[DATA UNDER STUDY]

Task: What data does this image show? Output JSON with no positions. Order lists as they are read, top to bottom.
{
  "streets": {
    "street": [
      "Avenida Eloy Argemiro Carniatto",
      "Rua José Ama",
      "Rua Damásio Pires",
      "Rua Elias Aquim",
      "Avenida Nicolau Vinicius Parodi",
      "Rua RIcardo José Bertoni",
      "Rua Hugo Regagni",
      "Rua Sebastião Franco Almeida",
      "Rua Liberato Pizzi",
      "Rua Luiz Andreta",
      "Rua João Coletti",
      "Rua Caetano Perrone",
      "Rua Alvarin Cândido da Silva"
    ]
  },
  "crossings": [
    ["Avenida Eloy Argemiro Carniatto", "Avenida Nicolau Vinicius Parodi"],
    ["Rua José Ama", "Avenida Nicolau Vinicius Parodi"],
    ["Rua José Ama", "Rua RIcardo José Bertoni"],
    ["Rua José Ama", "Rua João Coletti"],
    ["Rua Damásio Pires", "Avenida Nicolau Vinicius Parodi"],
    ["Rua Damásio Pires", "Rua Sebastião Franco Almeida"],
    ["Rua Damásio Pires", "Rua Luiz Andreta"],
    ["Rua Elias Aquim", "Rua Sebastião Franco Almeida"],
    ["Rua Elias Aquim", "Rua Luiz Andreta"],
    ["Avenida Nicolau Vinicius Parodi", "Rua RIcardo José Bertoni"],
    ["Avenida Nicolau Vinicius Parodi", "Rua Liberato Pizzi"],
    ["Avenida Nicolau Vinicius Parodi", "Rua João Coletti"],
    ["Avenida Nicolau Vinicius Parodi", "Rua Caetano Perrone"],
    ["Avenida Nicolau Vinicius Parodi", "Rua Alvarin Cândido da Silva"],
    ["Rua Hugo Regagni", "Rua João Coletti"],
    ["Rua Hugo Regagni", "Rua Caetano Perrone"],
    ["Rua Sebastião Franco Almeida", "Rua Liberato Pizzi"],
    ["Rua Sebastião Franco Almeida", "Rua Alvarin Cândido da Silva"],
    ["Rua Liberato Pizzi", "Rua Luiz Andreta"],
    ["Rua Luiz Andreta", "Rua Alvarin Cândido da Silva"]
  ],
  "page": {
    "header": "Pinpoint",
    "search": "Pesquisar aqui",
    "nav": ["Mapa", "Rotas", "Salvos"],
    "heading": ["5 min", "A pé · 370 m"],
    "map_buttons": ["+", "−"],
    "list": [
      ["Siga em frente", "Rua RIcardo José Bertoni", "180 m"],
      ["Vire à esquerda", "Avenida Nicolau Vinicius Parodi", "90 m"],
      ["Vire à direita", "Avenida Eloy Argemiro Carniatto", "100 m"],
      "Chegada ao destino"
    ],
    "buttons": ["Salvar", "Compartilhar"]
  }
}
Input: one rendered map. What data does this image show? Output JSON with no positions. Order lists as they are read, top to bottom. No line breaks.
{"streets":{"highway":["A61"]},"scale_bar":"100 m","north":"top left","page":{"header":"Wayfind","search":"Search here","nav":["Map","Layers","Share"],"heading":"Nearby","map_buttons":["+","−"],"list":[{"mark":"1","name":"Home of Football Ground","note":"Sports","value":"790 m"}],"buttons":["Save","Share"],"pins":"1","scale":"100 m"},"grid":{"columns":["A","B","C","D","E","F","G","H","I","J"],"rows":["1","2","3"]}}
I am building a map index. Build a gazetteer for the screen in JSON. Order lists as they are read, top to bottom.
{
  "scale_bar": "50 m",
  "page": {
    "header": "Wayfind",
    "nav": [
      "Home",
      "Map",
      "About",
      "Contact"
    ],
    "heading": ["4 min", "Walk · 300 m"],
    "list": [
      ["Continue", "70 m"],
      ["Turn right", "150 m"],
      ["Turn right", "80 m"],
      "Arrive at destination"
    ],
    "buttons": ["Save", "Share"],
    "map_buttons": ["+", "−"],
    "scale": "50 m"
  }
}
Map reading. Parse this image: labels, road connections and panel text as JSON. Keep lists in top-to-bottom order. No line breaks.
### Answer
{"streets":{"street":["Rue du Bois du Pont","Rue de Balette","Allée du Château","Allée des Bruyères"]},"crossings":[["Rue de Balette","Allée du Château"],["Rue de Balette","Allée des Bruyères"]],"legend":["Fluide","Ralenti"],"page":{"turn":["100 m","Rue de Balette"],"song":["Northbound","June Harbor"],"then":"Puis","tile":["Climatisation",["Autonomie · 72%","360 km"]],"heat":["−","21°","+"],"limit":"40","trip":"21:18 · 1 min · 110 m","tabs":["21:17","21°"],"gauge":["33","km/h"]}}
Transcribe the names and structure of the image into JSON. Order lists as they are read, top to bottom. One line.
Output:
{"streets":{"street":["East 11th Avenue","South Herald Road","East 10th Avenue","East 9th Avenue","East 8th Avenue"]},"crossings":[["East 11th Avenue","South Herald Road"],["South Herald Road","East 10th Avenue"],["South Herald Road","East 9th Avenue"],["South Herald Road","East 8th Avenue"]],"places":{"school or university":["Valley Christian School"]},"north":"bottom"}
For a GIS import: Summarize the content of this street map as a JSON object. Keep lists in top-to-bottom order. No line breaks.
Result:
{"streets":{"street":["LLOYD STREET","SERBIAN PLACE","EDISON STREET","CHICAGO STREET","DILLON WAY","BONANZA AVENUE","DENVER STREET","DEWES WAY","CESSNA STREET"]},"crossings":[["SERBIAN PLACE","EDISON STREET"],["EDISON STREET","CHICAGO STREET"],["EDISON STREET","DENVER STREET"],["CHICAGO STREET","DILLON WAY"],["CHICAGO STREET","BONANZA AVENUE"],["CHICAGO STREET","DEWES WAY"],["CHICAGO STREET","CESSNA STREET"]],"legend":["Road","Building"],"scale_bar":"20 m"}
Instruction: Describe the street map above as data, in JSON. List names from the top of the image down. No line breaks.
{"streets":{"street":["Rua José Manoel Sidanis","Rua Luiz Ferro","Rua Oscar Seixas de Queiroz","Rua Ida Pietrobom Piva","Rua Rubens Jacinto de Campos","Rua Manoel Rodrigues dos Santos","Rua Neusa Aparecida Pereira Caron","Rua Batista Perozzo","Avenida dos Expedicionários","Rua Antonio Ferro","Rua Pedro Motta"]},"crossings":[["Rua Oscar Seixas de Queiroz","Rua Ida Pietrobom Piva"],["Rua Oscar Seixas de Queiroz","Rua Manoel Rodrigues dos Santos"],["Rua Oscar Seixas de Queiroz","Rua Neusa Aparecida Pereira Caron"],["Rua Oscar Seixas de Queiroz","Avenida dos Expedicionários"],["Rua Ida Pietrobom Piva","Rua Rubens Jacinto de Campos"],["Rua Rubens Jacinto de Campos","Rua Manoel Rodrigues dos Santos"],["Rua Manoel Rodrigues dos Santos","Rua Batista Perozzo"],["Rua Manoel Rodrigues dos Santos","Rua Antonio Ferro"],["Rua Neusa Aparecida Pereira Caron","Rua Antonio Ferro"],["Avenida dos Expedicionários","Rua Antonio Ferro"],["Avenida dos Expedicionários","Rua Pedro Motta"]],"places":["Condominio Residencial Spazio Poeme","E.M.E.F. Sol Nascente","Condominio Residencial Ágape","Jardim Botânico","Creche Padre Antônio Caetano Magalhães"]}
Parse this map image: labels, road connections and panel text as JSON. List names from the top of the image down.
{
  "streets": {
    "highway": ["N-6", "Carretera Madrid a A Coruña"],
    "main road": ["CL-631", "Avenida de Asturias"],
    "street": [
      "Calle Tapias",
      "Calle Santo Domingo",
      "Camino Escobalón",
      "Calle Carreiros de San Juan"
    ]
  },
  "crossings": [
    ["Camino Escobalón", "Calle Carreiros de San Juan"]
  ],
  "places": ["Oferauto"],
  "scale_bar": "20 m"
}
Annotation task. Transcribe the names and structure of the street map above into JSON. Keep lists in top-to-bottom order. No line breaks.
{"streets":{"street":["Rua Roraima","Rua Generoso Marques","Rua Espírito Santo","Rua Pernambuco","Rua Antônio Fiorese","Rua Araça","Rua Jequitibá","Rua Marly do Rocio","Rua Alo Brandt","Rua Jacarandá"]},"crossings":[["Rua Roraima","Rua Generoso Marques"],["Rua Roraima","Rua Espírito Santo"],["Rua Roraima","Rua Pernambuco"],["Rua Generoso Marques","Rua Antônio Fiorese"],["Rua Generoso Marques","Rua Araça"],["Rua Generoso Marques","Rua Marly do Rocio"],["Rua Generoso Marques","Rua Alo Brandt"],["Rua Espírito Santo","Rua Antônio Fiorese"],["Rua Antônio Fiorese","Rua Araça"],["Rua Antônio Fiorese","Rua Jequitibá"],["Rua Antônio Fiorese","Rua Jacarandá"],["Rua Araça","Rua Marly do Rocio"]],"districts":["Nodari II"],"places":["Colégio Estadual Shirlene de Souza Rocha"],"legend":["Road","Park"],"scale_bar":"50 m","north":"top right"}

[/DATA UNDER STUDY]

▶ **ABOUT THIS EXERCISE**: Make a list of all lines in the data that contain "text".

▶ **RESPONSE**:
Map reading. Parse this image: labels, road connections and panel text as JSON. Keep lists in top-to-bottom order. No line breaks.
Parse this map image: labels, road connections and panel text as JSON. List names from the top of the image down.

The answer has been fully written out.